#### The task:
Retype the material below exactly, from its first line through the line with "filter:drop-shadow(0 0 2px"; the pictures stay out.
────────────────────────────────────────
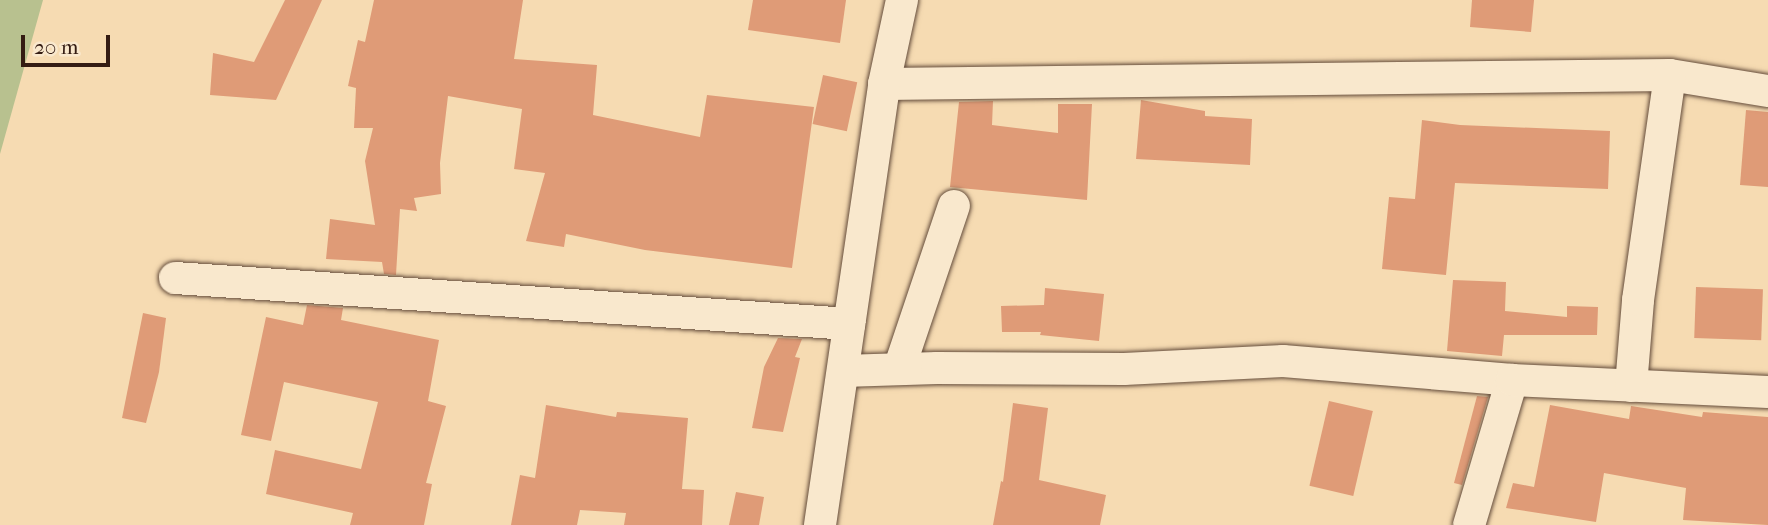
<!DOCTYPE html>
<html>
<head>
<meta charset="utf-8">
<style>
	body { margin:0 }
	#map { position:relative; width:1768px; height:525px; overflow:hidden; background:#f6dbb2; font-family:"IM FELL French Canon",serif }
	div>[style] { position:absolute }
	.green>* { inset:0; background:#b8c18f }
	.building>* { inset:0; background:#df9b77; transform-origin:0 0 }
	.roads { filter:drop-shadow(0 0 2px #644c3b) drop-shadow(0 0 2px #644c3b) }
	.minor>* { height:32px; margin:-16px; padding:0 16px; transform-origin:16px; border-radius:16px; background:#f9e8cd }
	span { translate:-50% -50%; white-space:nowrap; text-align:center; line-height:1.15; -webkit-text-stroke:6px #f9e8cd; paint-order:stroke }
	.scale { position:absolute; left:21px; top:35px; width:89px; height:32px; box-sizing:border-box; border:4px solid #341c13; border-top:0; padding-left:9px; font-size:21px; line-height:24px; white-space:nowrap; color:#341c13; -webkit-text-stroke:5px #f9e8cd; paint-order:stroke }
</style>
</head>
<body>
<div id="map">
	<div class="green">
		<i style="clip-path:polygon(0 0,43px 0,0 154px)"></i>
	</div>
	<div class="building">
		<i style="clip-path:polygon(285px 0,322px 0,276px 100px,210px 95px,213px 53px,254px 62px)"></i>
		<i style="clip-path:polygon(374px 0,523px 0,514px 59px,597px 65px,593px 115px,700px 137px,707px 95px,814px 107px,792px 268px,645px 250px,566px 234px,564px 247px,526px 241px,545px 173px,514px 169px,522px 109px,448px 96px,440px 163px,441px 194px,414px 198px,417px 211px,400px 209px,396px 275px,384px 274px,382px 262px,326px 259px,330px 219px,375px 225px,365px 161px,373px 128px,354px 128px,356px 88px,348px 86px,358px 40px,365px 42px)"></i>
		<i style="clip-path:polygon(753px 0,846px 0,840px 43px,748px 30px)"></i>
		<i style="clip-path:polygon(1472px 0,1534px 0,1531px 32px,1470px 27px)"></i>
		<i style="left:823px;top:75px;width:35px;height:50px;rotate:12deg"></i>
		<i style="clip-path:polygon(1141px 100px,1205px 111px,1205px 116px,1252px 119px,1250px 165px,1136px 159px)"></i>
		<i style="clip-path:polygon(993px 101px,992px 125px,1058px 133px,1058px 104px,1092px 104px,1087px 200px,950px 187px,959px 102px)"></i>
		<i style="clip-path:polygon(1746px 110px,1768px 112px,1768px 187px,1740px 185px)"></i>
		<i style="clip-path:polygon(1422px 120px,1460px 125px,1610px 131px,1608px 189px,1455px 183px,1446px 275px,1382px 269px,1389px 197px,1415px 199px)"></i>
		<i style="clip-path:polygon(1453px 280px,1506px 282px,1505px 311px,1567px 317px,1567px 306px,1598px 307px,1597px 335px,1504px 335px,1502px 356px,1447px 351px)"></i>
		<i style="left:1696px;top:287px;width:67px;height:51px;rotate:2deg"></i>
		<i style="clip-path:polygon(1045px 288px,1104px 294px,1099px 341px,1040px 335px,1041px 332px,1002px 332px,1001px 306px,1044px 305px)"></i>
		<i style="clip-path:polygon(307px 305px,343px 308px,341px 320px,439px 340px,428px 401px,446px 406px,426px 483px,432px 484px,424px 525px,350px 525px,353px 513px,266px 494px,275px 450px,361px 469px,378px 402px,284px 382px,271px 441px,241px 435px,266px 317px,303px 325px)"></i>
		<i style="clip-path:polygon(143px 313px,166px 318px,159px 372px,146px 423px,122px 418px)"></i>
		<i style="clip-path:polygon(778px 338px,802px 339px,795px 357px,800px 358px,783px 432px,752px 428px,764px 367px)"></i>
		<i style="clip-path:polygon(1477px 396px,1488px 397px,1462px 485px,1454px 483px)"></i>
		<i style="left:1329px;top:401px;width:45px;height:87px;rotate:13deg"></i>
		<i style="clip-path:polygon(1013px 403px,1048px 408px,1039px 480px,1106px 495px,1100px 525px,993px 525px,1001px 481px,1003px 482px)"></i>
		<i style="clip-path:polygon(546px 405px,616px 417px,617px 412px,688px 418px,682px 489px,704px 490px,702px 525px,624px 525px,626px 513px,580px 510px,577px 525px,511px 525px,520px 475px,535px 478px)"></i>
		<i style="clip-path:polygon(1550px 405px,1629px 419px,1631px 406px,1702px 417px,1703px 412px,1768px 417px,1768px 525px,1683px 520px,1686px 488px,1604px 473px,1596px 522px,1506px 508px,1513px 483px,1534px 487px)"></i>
		<i style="clip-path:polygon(736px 492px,764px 497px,759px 525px,729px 525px)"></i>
	</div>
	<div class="roads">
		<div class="minor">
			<i style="left:884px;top:84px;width:786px;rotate:-0.66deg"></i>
			<i style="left:1670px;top:75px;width:99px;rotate:9.3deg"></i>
			<i style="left:175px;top:278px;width:676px;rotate:3.9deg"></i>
			<i style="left:899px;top:369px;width:172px;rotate:-71.4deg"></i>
			<i style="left:843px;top:371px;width:94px;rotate:-1.8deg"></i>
			<i style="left:937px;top:368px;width:187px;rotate:0.3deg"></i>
			<i style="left:1124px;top:369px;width:159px;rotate:-2.9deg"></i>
			<i style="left:1283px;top:361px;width:230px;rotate:4.7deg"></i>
			<i style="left:1512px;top:380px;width:151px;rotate:106.5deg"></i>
			<i style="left:1512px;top:380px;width:256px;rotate:2.7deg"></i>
			<i style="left:1631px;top:386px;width:86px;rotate:-85.3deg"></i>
			<i style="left:1638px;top:300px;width:227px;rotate:-81.9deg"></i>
			<i style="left:820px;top:525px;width:446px;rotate:-81.7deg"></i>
			<i style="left:884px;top:84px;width:86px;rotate:-77.9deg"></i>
		</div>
	</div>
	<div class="scale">20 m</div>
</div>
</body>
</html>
────────────────────────────────────────
#### Answer box:
<!DOCTYPE html>
<html>
<head>
<meta charset="utf-8">
<style>
	body { margin:0 }
	#map { position:relative; width:1768px; height:525px; overflow:hidden; background:#f6dbb2; font-family:"IM FELL French Canon",serif }
	div>[style] { position:absolute }
	.green>* { inset:0; background:#b8c18f }
	.building>* { inset:0; background:#df9b77; transform-origin:0 0 }
	.roads { filter:drop-shadow(0 0 2px #644c3b) drop-shadow(0 0 2px #644c3b) }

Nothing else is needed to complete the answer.